▸ **Provided data**:
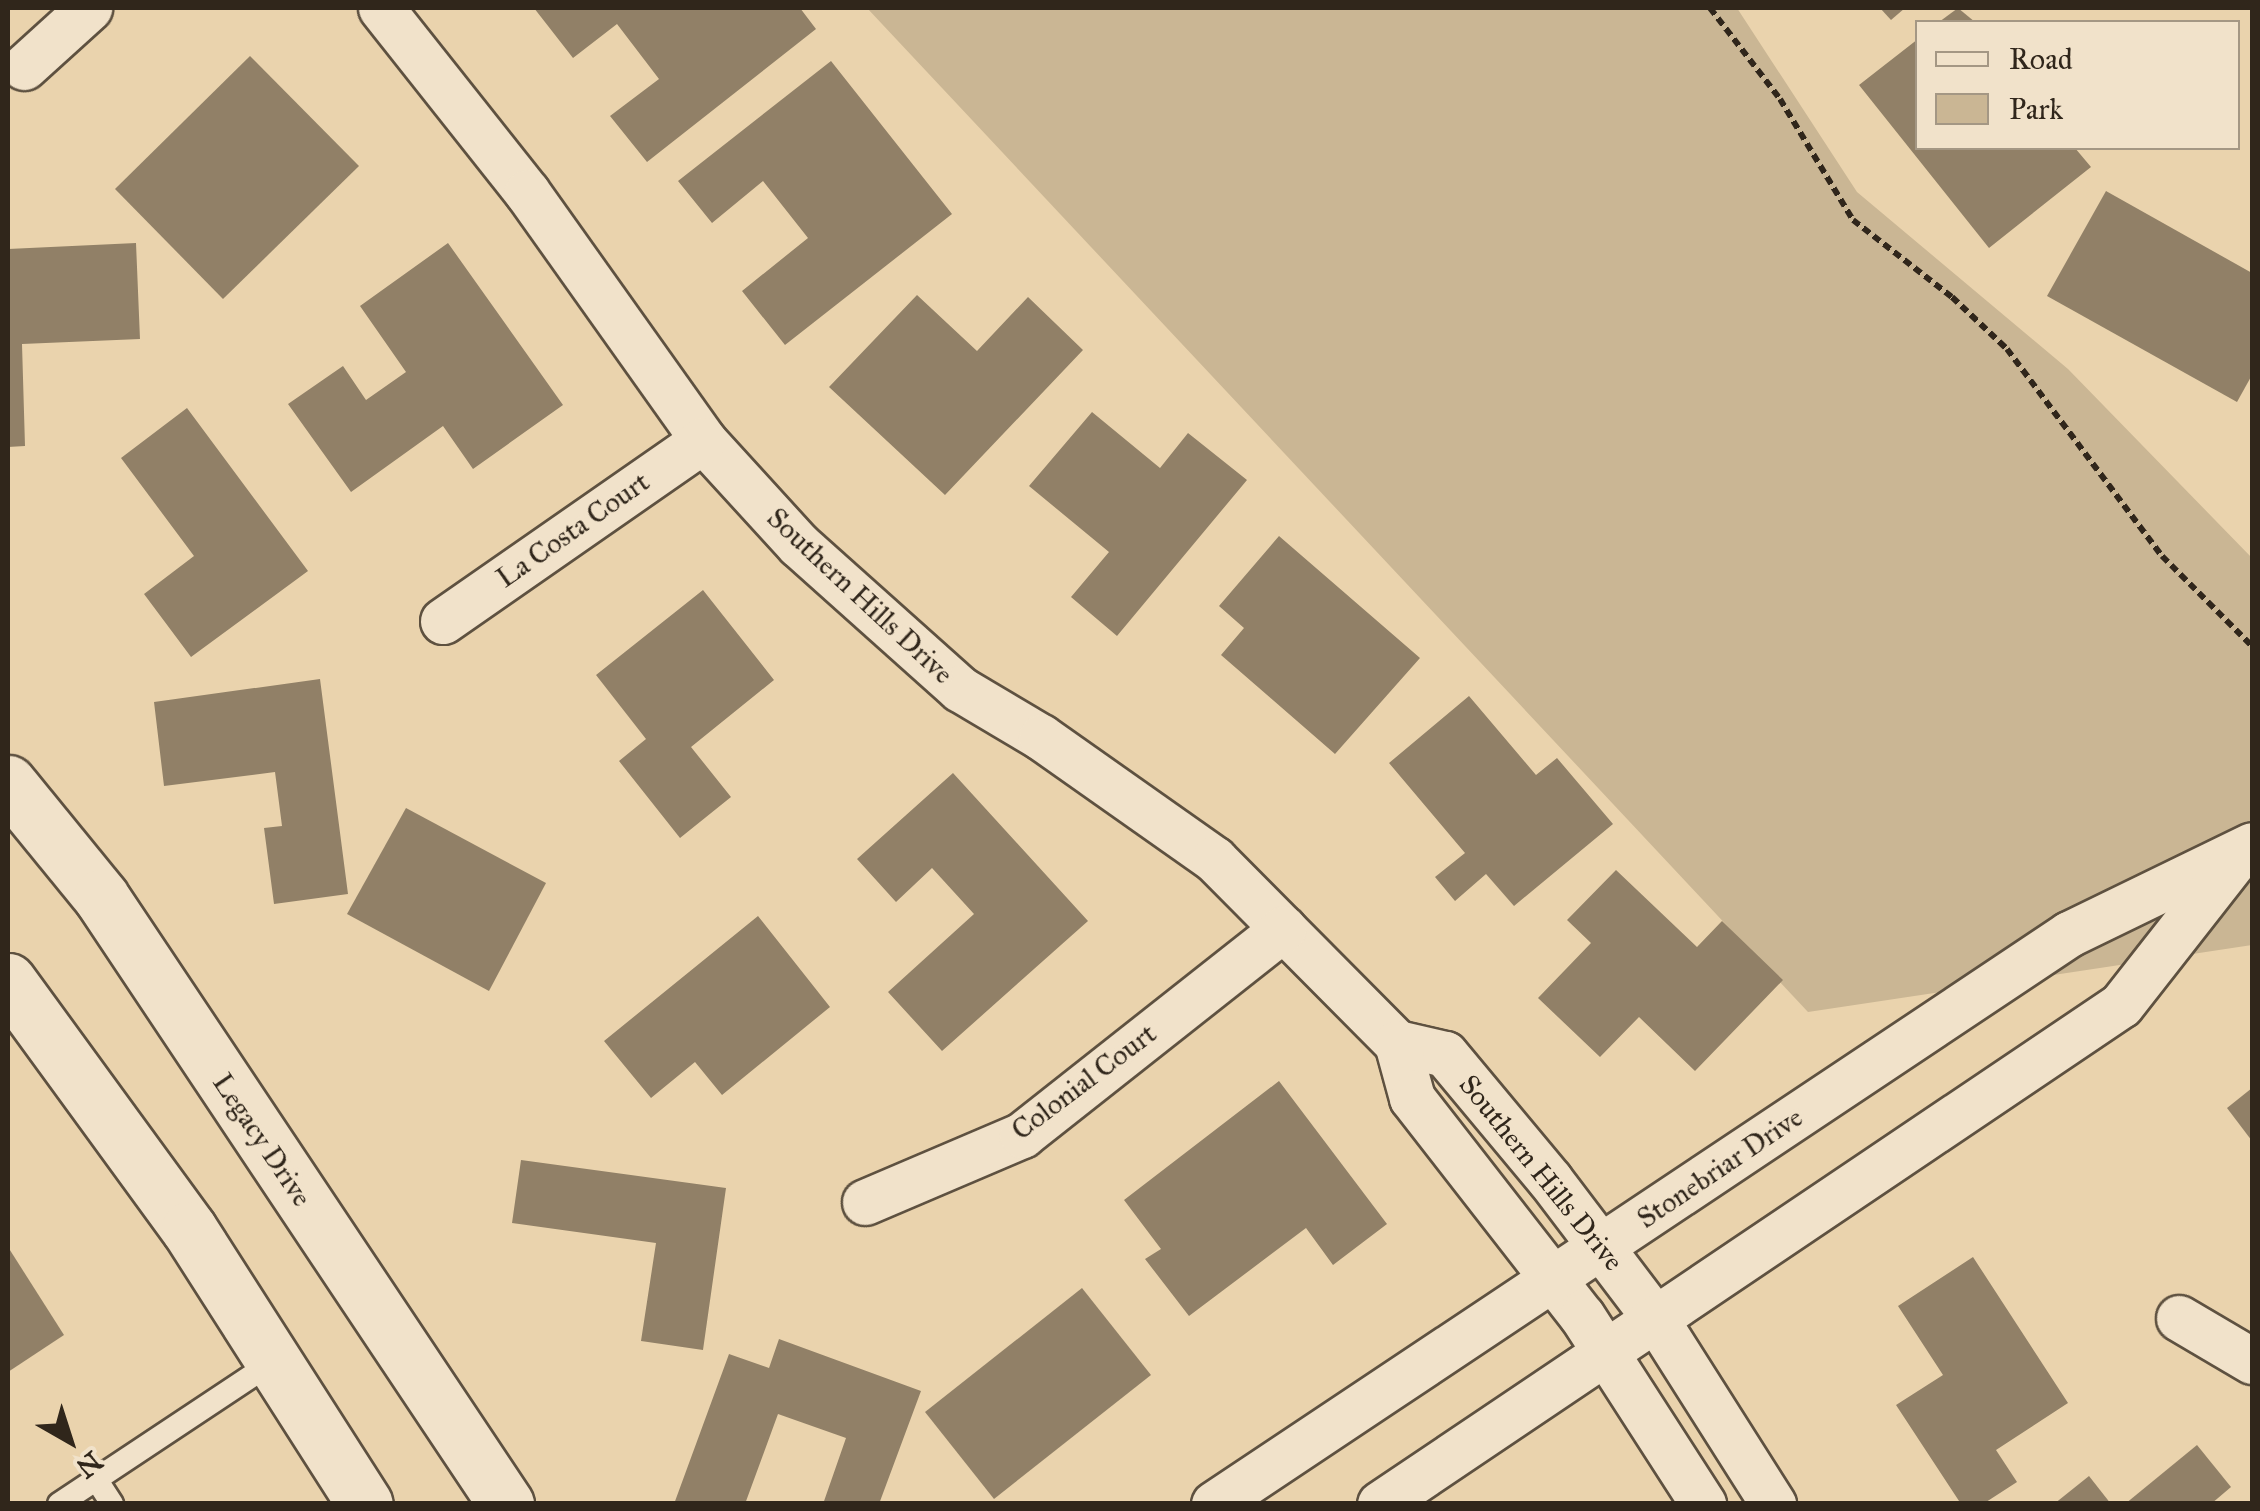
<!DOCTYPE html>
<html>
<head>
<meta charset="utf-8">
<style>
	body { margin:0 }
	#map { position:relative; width:2260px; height:1511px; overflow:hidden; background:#ead3ad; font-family:"IM FELL Great Primer",serif }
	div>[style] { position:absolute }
	.green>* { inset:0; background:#cab694 }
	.building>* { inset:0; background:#918067 }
	.path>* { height:6px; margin-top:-3px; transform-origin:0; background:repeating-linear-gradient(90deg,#30261b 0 8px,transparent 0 13px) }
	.roads { filter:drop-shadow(2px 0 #5e5140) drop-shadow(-2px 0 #5e5140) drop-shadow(0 2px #5e5140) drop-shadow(0 -2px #5e5140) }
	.lane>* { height:22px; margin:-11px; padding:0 11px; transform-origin:11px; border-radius:11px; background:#f1e2ca }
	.street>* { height:45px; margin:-22.5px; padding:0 22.5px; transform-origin:22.5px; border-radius:22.5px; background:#f1e2ca }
	.secondary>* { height:55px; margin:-27.5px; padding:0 27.5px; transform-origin:27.5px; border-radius:27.5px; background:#f1e2ca }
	span { translate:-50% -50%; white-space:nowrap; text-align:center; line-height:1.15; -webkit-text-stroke:8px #f1e2ca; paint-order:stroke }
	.street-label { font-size:28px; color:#30261b }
	.frame { position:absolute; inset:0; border:10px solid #30261b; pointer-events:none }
	.legend { position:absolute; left:1915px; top:20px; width:325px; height:130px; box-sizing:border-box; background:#f1e2ca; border:2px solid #a49784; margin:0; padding:12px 18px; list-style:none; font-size:30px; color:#30261b }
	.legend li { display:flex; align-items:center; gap:20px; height:50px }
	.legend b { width:50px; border:2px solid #a49784 }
	.north { position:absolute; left:20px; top:1391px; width:100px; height:100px; -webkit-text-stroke:8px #f1e2ca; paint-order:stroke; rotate:141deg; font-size:28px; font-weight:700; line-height:40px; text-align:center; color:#30261b }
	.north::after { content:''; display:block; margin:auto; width:35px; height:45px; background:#30261b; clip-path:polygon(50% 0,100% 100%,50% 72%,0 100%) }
</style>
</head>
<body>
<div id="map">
	<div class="green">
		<i style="clip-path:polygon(867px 8px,1737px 8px,1857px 192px,2068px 369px,2252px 558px,2252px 945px,1808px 1012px)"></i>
	</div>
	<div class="building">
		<i style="clip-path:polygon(534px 8px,800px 8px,816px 29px,647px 162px,610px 116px,659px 79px,617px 24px,573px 58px)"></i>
		<i style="clip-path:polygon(1880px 8px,1905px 8px,1891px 20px)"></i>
		<i style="clip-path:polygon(1958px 8px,1975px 22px,1939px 22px)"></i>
		<i style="clip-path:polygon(1918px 39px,1918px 148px,2075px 148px,2091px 167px,1989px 248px,1859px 85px)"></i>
		<i style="clip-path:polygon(250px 56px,359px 166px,223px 299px,115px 189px)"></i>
		<i style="clip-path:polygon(831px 61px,952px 214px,785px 345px,742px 291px,808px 238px,763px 181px,712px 223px,678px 181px)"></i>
		<i style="clip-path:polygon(2106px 191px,2252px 273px,2252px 375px,2237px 402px,2047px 296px)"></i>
		<i style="clip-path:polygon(136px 243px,140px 339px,22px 344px,25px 446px,8px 447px,8px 249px)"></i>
		<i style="clip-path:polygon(448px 243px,563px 405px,473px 469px,443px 426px,351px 492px,288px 404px,343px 366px,366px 400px,406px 372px,360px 306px)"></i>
		<i style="clip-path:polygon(917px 295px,977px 351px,1028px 297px,1083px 350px,945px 495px,829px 387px)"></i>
		<i style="clip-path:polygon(187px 408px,308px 571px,191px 657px,144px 594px,194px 556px,121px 458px)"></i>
		<i style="clip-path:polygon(1092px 412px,1160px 468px,1188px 433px,1247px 480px,1117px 636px,1071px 597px,1109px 552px,1029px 486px)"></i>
		<i style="clip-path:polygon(1279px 536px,1420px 658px,1335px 754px,1221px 655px,1244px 628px,1219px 606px)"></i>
		<i style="clip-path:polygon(703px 590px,774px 680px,691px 747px,731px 797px,680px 838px,619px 761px,646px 739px,596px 675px)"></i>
		<i style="clip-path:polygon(320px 679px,348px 894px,274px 904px,264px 828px,282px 826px,275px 772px,164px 786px,154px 702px)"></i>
		<i style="clip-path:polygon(1469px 696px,1536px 775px,1557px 758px,1613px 824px,1514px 906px,1486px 874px,1455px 901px,1435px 877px,1465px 853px,1389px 763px)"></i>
		<i style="clip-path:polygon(953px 773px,1088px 921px,942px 1051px,888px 992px,974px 914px,932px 868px,896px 902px,857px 859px)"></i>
		<i style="clip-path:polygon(406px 808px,546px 883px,489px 991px,347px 914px)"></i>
		<i style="clip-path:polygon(1616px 870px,1697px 947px,1722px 921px,1783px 980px,1695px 1071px,1639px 1017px,1600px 1057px,1538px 998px,1591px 943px,1567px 920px)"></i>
		<i style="clip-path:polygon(758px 916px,830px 1007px,722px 1095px,695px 1062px,651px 1098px,604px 1041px)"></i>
		<i style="clip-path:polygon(1279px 1081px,1387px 1224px,1333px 1265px,1306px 1228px,1189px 1316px,1145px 1259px,1161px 1249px,1124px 1200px)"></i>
		<i style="clip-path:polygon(2252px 1088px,2252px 1141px,2227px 1108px)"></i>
		<i style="clip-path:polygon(521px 1160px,726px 1188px,703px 1350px,641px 1341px,656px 1243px,512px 1223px)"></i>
		<i style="clip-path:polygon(8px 1247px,64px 1335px,8px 1372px)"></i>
		<i style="clip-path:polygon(1973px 1257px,2068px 1403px,1996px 1450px,2017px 1482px,1983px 1504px,1961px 1504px,1896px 1405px,1943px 1375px,1898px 1306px)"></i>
		<i style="clip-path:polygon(1082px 1288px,1151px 1375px,994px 1499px,925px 1412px)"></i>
		<i style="clip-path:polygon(779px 1339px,921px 1391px,879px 1504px,823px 1504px,846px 1438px,778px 1414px,745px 1504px,674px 1504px,729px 1354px,769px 1368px)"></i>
		<i style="clip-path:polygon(2197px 1445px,2231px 1487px,2211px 1504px,2125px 1504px)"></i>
		<i style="clip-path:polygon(2089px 1476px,2111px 1504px,2054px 1504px)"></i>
	</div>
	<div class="path">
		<i style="left:1710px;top:8px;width:115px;rotate:52.4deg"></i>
		<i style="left:1780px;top:99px;width:141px;rotate:58.9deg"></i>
		<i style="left:1853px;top:220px;width:125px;rotate:37.9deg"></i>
		<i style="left:1952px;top:297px;width:76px;rotate:43.4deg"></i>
		<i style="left:2007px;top:349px;width:259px;rotate:53.2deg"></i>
		<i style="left:2162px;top:556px;width:127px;rotate:45deg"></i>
	</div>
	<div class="roads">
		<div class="lane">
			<i style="left:96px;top:1479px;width:30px;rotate:57deg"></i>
			<i style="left:59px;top:1504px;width:258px;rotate:-33.6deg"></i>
		</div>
		<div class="street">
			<i style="left:381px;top:8px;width:235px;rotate:51.6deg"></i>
			<i style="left:527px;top:192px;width:304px;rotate:54.6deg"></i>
			<i style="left:703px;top:440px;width:142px;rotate:47.6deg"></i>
			<i style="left:799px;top:545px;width:216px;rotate:41.8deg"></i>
			<i style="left:960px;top:689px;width:94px;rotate:30.7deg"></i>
			<i style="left:1041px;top:737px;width:212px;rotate:35.2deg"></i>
			<i style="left:1214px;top:859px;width:260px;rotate:45.2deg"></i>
			<i style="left:1397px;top:1043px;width:57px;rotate:74.7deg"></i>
			<i style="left:1412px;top:1098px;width:276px;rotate:52.1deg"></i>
			<i style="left:1582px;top:1316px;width:224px;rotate:57.2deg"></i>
			<i style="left:24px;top:67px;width:88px;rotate:-42.2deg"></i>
			<i style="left:443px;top:621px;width:317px;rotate:-34.8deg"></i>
			<i style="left:1397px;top:1043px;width:49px;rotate:12.9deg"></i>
			<i style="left:1445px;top:1054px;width:164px;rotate:50.2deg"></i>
			<i style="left:1550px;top:1180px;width:177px;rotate:52.8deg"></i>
			<i style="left:1657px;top:1321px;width:217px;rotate:57.6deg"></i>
			<i style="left:865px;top:1202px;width:171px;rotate:-23.1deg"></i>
			<i style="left:1022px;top:1135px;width:333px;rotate:-38.3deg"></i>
			<i style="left:2179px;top:1318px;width:85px;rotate:30.5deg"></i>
			<i style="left:1214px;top:1504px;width:1028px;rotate:-33.69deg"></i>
			<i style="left:2069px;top:934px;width:203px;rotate:-25.9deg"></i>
			<i style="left:1380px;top:1504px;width:893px;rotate:-33.96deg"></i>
			<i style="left:2121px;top:1005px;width:183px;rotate:-51.9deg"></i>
		</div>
		<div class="secondary">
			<i style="left:8px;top:783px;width:147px;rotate:50.8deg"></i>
			<i style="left:101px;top:897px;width:730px;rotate:56.29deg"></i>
			<i style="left:8px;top:981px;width:307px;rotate:53.9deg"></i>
			<i style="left:189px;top:1229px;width:326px;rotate:57.4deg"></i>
		</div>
	</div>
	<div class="street-label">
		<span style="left:573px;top:530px;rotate:-35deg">La Costa Court</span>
		<span style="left:860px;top:596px;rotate:43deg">Southern Hills Drive</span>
		<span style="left:1084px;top:1082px;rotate:-37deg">Colonial Court</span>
		<span style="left:262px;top:1140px;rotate:56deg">Legacy Drive</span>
		<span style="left:1720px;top:1168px;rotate:-34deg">Stonebriar Drive</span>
		<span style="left:1541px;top:1173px;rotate:51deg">Southern Hills Drive</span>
	</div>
	<div class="frame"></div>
	<ul class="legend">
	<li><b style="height:12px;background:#f1e2ca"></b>Road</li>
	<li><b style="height:28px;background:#cab694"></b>Park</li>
	</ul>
	<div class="north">N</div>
</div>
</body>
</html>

▸ **Task brief**: Which lines of the data include the string "roads"? Copy each of them.

▸ **Answer section**:
	.roads { filter:drop-shadow(2px 0 #5e5140) drop-shadow(-2px 0 #5e5140) drop-shadow(0 2px #5e5140) drop-shadow(0 -2px #5e5140) }
	<div class="roads">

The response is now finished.